All views expressed in this blog are my own and do not necessarily represent those of my employer.

Seppala365.cloud

One foot in the future

Information protection & governance with Microsoft 365 #3: Implementing automatic sensitivity labeling & outlining a labeling strategy

Index of parts:


In this ongoing series of articles, we are undertaking an information protection and governance journey across Microsoft 365 services. We’ve moved from sensitive content identification to sensitivity label creation. Now, we’ll look at how to apply labels to actual content. We’ll also talk a bit about what a labeling strategy might look like.

Let’s get going!

Manual sensitivity labeling features✍️

Manual labeling

This is the starting point.
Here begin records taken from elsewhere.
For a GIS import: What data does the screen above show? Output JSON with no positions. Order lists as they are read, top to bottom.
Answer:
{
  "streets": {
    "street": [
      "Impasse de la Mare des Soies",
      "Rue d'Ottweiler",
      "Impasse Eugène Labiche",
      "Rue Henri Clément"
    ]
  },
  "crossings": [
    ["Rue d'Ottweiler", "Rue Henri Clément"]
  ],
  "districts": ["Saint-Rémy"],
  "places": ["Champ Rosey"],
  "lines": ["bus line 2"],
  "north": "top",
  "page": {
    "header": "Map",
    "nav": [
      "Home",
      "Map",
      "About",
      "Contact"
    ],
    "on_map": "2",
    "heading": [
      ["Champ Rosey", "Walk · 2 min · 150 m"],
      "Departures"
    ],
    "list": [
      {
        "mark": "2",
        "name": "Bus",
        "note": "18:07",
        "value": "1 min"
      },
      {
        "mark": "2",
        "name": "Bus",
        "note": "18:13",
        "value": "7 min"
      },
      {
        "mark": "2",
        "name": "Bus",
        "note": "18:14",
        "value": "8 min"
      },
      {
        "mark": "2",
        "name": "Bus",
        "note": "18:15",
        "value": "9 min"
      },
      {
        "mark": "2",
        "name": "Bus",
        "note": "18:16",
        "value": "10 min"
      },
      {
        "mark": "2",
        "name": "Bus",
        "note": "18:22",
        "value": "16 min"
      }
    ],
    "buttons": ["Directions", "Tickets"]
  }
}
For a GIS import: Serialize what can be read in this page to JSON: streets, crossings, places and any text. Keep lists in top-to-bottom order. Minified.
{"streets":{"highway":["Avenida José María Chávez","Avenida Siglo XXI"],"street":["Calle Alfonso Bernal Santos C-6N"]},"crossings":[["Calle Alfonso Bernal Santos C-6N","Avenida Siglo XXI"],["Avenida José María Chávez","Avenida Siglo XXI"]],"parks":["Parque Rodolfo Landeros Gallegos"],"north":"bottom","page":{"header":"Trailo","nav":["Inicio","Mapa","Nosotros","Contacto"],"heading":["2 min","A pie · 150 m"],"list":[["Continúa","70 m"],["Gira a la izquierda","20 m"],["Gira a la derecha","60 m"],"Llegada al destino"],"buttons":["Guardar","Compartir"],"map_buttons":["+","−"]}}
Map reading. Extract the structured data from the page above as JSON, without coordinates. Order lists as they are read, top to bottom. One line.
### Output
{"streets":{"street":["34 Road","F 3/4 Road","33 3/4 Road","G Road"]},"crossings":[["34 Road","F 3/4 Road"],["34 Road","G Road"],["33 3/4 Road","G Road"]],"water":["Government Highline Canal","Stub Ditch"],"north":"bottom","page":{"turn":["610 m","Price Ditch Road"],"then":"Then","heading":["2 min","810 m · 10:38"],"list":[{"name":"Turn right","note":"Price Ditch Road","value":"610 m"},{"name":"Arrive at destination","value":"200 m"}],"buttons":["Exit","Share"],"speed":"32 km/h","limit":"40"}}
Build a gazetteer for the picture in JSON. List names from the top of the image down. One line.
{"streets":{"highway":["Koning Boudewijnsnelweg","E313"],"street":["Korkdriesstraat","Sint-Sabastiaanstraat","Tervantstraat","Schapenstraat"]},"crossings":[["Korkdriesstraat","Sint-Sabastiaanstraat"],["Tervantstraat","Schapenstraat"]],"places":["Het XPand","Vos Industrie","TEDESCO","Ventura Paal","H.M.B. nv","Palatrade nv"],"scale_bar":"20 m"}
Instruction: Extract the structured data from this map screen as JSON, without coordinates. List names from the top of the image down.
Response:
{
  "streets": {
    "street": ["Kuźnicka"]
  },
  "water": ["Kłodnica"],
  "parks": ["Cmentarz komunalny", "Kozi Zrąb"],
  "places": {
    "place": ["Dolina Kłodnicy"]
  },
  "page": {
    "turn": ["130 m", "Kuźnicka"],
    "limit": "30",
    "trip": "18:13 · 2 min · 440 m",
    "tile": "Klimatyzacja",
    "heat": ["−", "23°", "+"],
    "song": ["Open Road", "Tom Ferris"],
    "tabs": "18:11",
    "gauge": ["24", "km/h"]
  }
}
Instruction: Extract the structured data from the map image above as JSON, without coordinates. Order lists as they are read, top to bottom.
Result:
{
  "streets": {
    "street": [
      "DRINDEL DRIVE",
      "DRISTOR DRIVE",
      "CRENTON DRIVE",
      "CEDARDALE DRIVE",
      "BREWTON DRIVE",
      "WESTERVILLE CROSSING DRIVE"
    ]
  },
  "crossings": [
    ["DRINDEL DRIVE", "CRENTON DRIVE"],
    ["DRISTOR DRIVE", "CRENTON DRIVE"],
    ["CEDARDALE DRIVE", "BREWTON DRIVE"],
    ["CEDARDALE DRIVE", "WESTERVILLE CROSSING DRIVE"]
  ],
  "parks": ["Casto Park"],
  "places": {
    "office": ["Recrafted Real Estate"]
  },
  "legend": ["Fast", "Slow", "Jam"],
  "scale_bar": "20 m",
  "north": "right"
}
After you publish one or more sensitivity labels with a label policy to a person, they can choose to take manual action to label all kinds of content when creating them or afterwards, such as:

  • Documents in Office apps
  • Microsoft 365 groups across workloads (Teams, Yammer, Outlook, Planner, Stream..)
  • SharePoint sites
  • Power BI datasets, dashboards and dataflows, .pbix files and reports

The exact user experience varies a bit between scenarios but the gist of it is:

  1. Person opens a Sensitivity menu or such a menu is presented automatically
  2. Person looks at the available options, thinks about the data they are working on, considers organizational guidelines and chooses a fitting label.

As with all processes requiring people to actually remember to do the right thing and have all the correct information either memorized or at hand, this might not be enough by itself to dependably run an organization-wide data classification operation in a production setting.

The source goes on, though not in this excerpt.